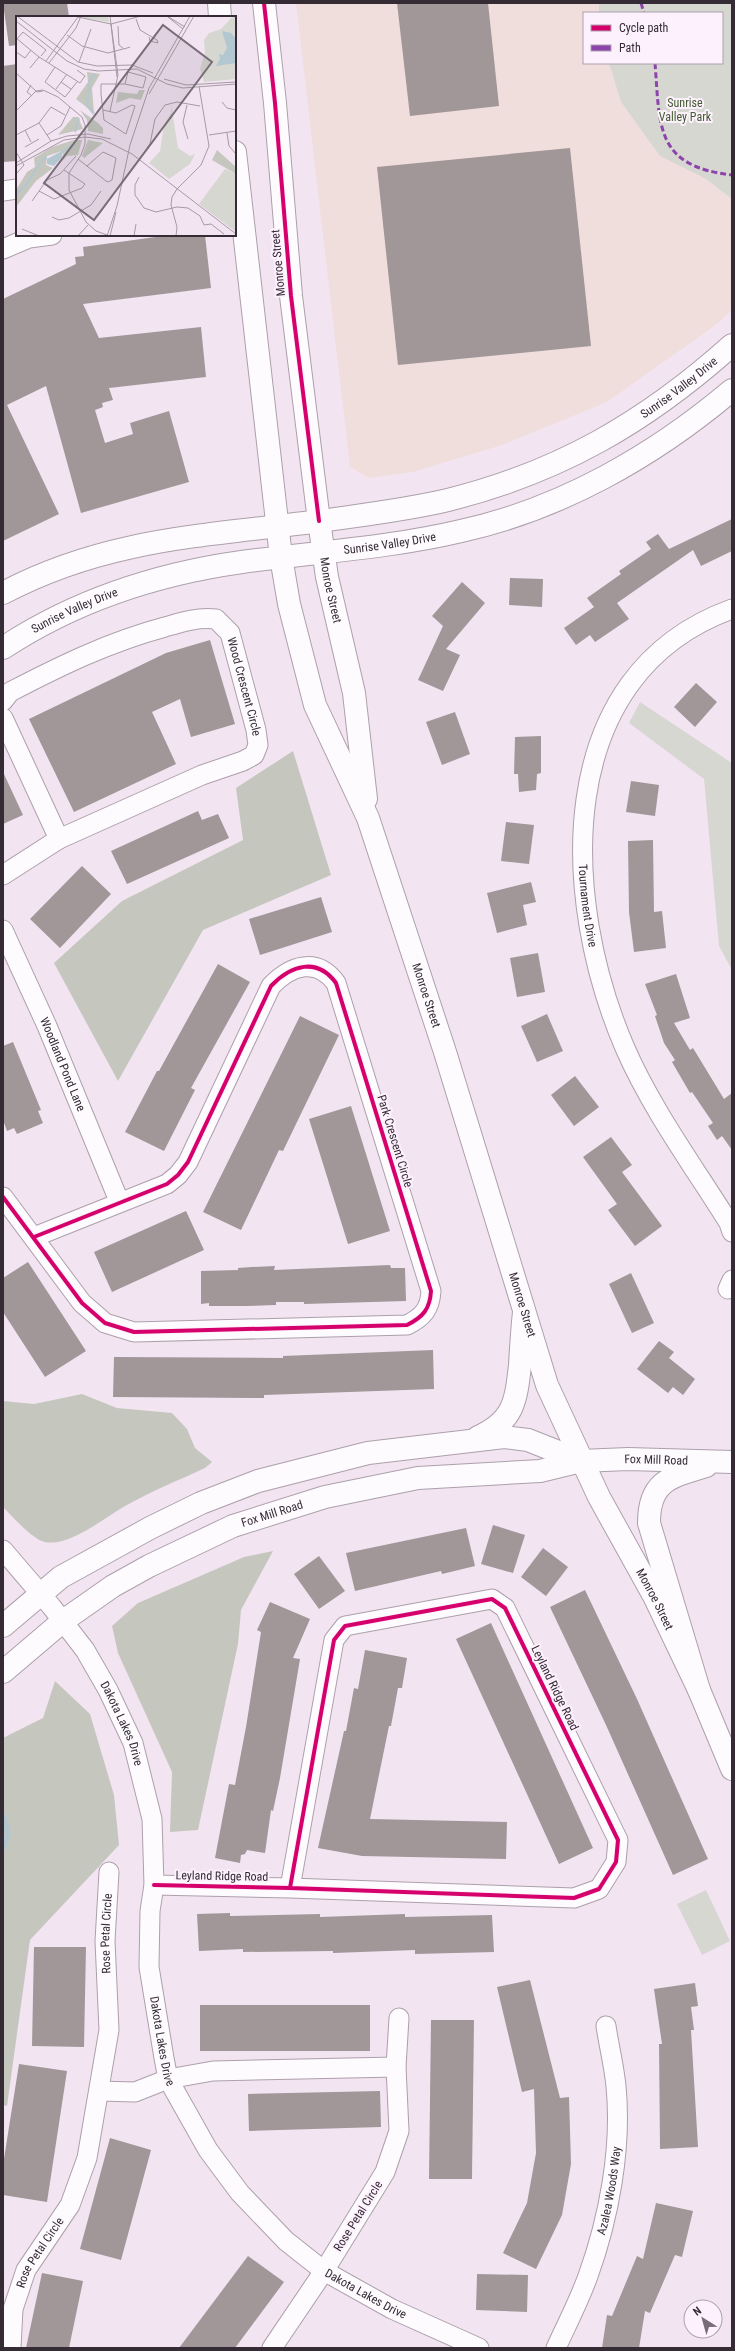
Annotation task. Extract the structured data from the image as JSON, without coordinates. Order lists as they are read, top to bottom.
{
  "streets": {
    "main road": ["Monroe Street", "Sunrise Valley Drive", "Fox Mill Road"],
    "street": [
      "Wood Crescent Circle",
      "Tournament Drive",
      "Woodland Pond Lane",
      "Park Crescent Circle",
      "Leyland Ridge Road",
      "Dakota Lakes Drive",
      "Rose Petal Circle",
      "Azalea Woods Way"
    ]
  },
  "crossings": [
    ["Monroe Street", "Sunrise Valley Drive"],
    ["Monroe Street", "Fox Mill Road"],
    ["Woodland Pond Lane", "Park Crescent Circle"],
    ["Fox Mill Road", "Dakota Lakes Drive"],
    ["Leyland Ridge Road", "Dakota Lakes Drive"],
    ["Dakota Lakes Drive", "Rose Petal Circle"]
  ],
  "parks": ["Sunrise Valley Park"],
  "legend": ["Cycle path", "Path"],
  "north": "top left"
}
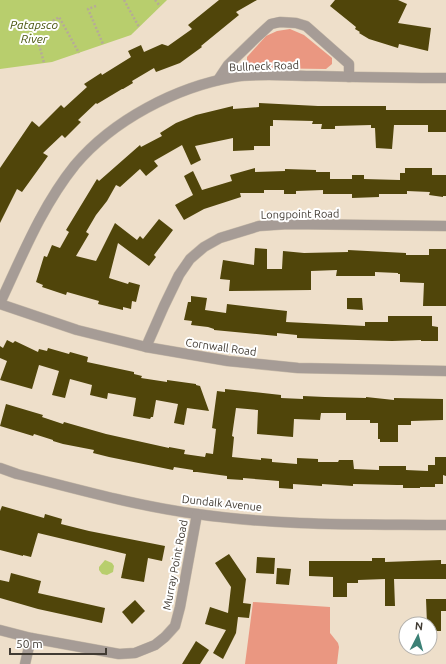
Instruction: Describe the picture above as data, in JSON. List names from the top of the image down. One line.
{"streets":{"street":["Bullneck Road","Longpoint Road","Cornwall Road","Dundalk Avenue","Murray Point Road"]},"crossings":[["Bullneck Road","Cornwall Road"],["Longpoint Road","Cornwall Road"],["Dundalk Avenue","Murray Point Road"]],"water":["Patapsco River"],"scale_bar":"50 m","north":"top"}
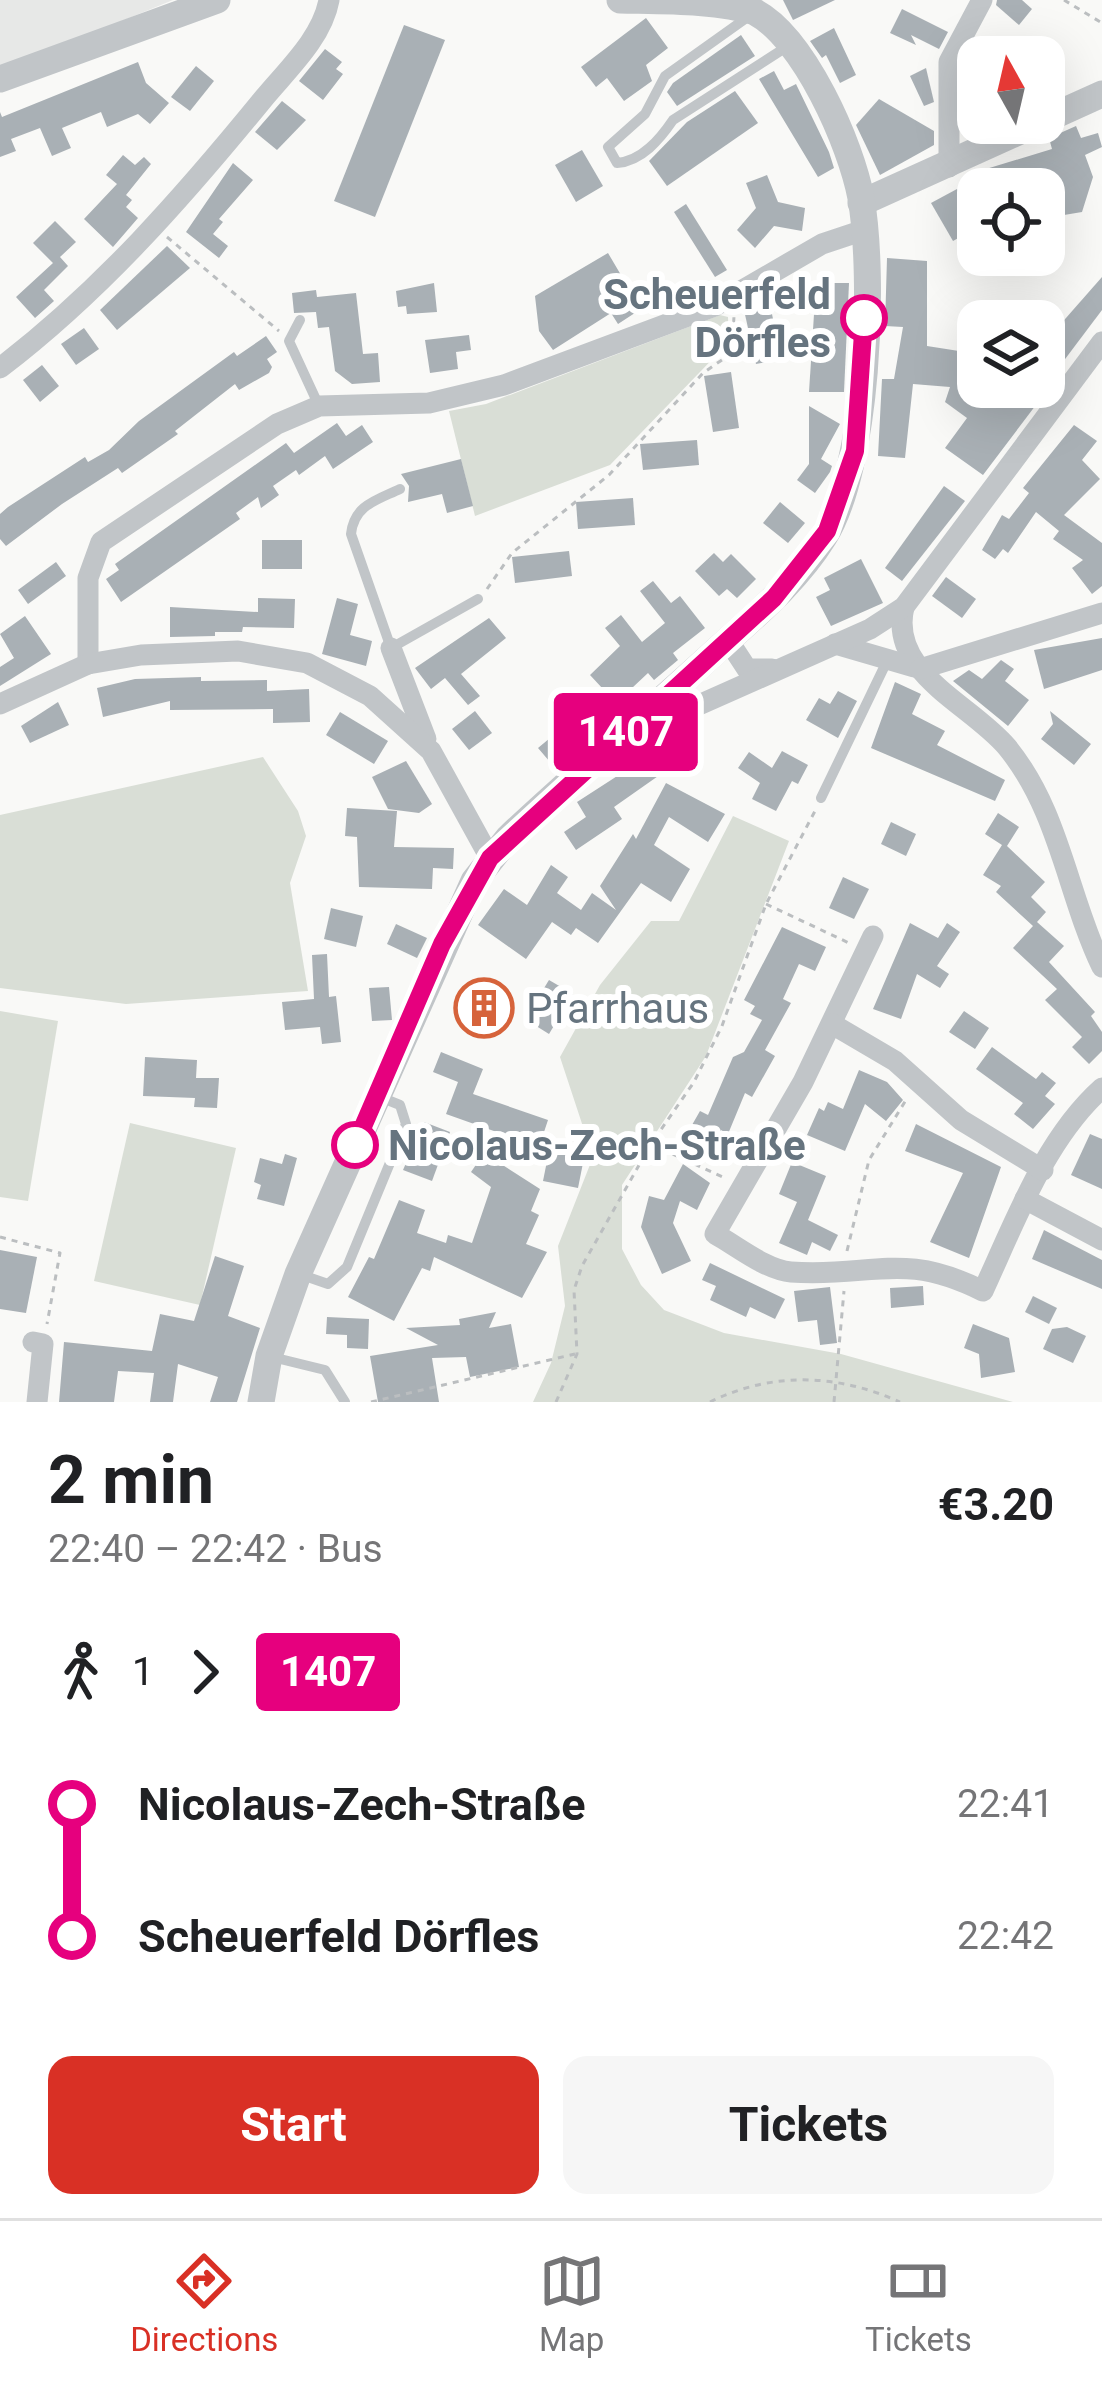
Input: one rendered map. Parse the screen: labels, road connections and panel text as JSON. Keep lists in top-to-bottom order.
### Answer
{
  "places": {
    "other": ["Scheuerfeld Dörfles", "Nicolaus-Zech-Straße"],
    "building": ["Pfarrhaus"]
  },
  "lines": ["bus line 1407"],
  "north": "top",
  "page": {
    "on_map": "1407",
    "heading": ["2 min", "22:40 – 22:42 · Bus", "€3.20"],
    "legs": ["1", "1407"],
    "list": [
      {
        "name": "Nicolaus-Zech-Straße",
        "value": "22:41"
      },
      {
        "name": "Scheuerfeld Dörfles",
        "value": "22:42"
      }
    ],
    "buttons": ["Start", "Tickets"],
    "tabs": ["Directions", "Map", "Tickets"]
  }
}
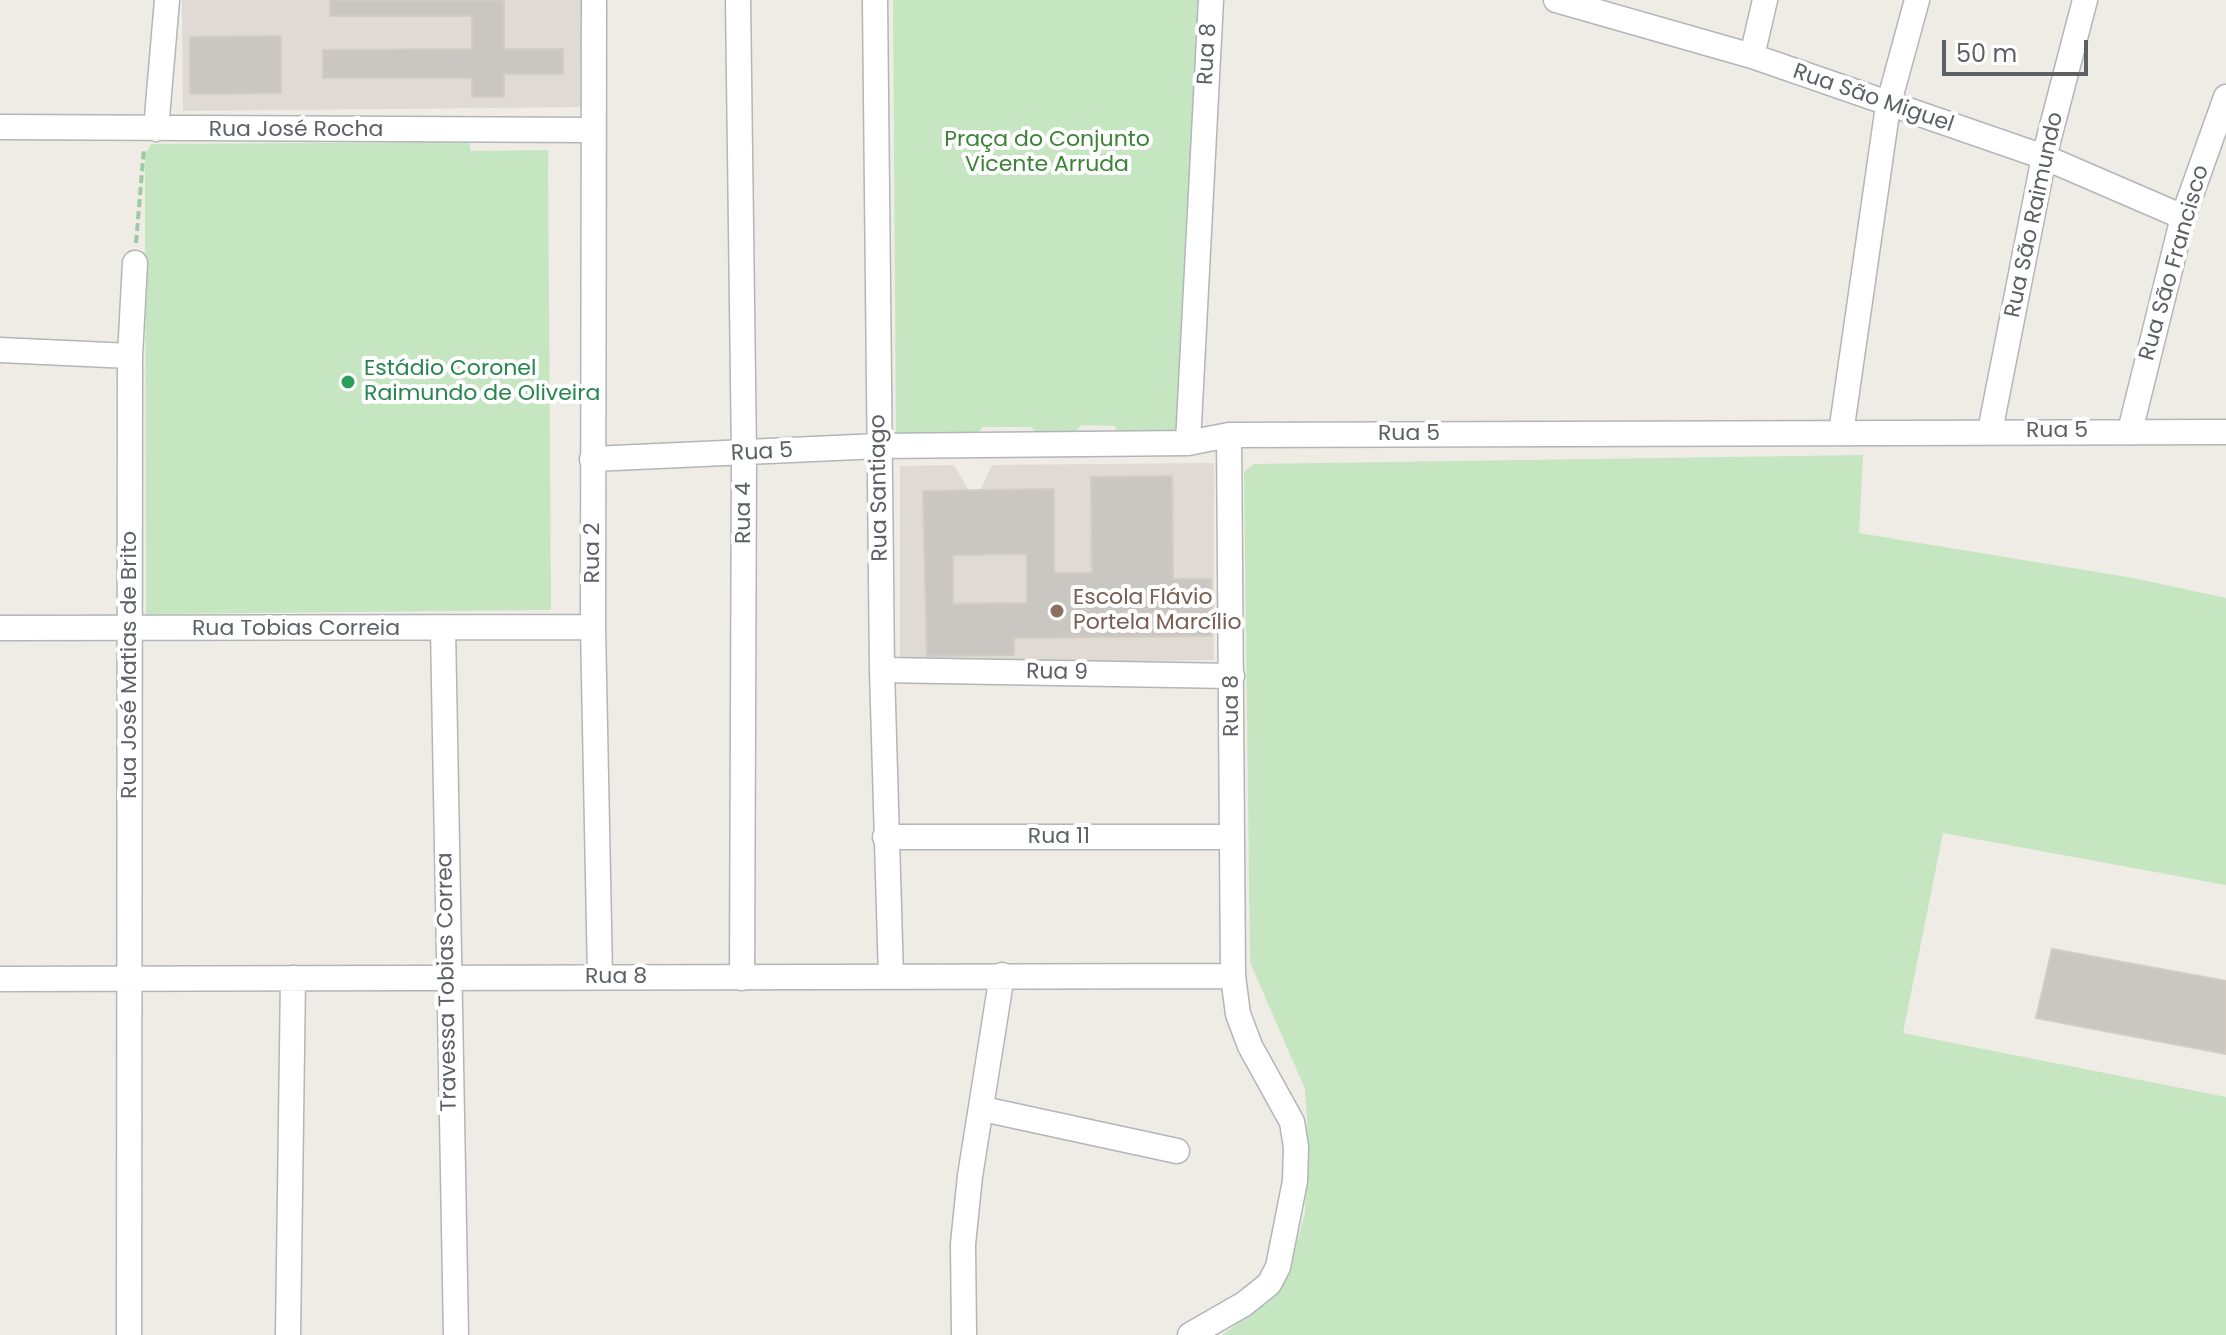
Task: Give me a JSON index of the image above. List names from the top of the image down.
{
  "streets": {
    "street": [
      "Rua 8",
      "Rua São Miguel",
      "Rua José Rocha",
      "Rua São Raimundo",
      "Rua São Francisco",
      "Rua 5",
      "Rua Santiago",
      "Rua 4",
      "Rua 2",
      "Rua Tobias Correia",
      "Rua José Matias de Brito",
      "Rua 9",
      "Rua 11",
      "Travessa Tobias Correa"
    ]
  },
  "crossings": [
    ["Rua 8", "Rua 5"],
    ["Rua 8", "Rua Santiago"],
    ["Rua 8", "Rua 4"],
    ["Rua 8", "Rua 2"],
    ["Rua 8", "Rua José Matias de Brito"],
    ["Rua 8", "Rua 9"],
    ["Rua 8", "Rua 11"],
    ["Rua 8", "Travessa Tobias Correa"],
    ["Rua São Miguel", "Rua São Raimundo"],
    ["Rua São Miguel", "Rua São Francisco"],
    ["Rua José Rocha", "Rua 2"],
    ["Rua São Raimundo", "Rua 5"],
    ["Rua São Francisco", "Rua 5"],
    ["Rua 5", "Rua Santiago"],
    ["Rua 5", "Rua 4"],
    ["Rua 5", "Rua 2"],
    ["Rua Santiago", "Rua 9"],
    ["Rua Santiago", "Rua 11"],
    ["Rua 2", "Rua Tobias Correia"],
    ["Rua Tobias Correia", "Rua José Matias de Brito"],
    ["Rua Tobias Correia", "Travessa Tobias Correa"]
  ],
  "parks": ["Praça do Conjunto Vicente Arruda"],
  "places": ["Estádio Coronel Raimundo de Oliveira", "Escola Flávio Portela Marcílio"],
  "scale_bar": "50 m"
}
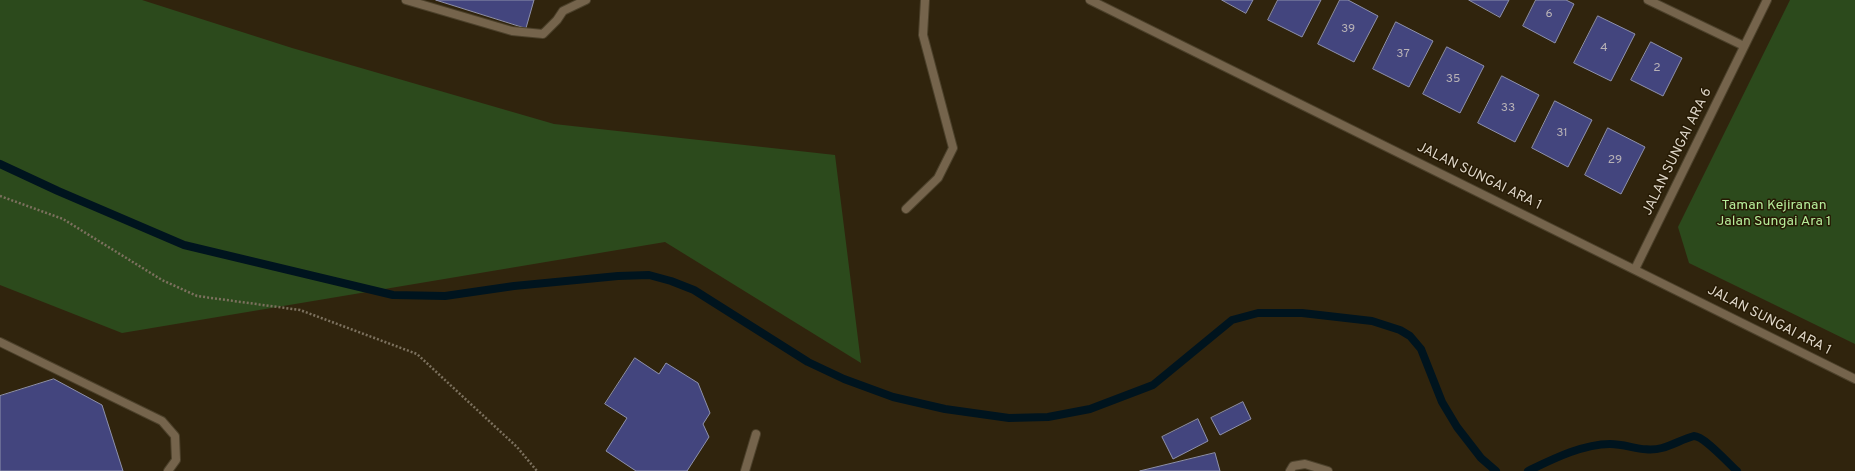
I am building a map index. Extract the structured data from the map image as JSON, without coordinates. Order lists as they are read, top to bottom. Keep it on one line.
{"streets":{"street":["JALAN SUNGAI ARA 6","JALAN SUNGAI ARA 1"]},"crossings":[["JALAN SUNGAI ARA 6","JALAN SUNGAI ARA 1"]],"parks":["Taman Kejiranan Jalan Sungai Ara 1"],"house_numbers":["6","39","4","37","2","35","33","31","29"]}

* * * * *

# Assignment
What you give back should be exactly the lines from the top of the data above down to and including the line with "Input: one rendered", minus any pictures.

# Answer box
Annotation task. Extract the structured data from the image as JSON, without coordinates. Order lists as they are read, top to bottom.
{
  "streets": {
    "main road": ["Monroe Street", "Sunrise Valley Drive", "Fox Mill Road"],
    "street": [
      "Wood Crescent Circle",
      "Tournament Drive",
      "Woodland Pond Lane",
      "Park Crescent Circle",
      "Leyland Ridge Road",
      "Dakota Lakes Drive",
      "Rose Petal Circle",
      "Azalea Woods Way"
    ]
  },
  "crossings": [
    ["Monroe Street", "Sunrise Valley Drive"],
    ["Monroe Street", "Fox Mill Road"],
    ["Woodland Pond Lane", "Park Crescent Circle"],
    ["Fox Mill Road", "Dakota Lakes Drive"],
    ["Leyland Ridge Road", "Dakota Lakes Drive"],
    ["Dakota Lakes Drive", "Rose Petal Circle"]
  ],
  "parks": ["Sunrise Valley Park"],
  "legend": ["Cycle path", "Path"],
  "north": "top left"
}
Instruction: Describe the picture above as data, in JSON. List names from the top of the image down. One line.
{"streets":{"street":["Bullneck Road","Longpoint Road","Cornwall Road","Dundalk Avenue","Murray Point Road"]},"crossings":[["Bullneck Road","Cornwall Road"],["Longpoint Road","Cornwall Road"],["Dundalk Avenue","Murray Point Road"]],"water":["Patapsco River"],"scale_bar":"50 m","north":"top"}
Input: one rendered map. Parse the screen: labels, road connections and panel text as JSON. Keep lists in top-to-bottom order.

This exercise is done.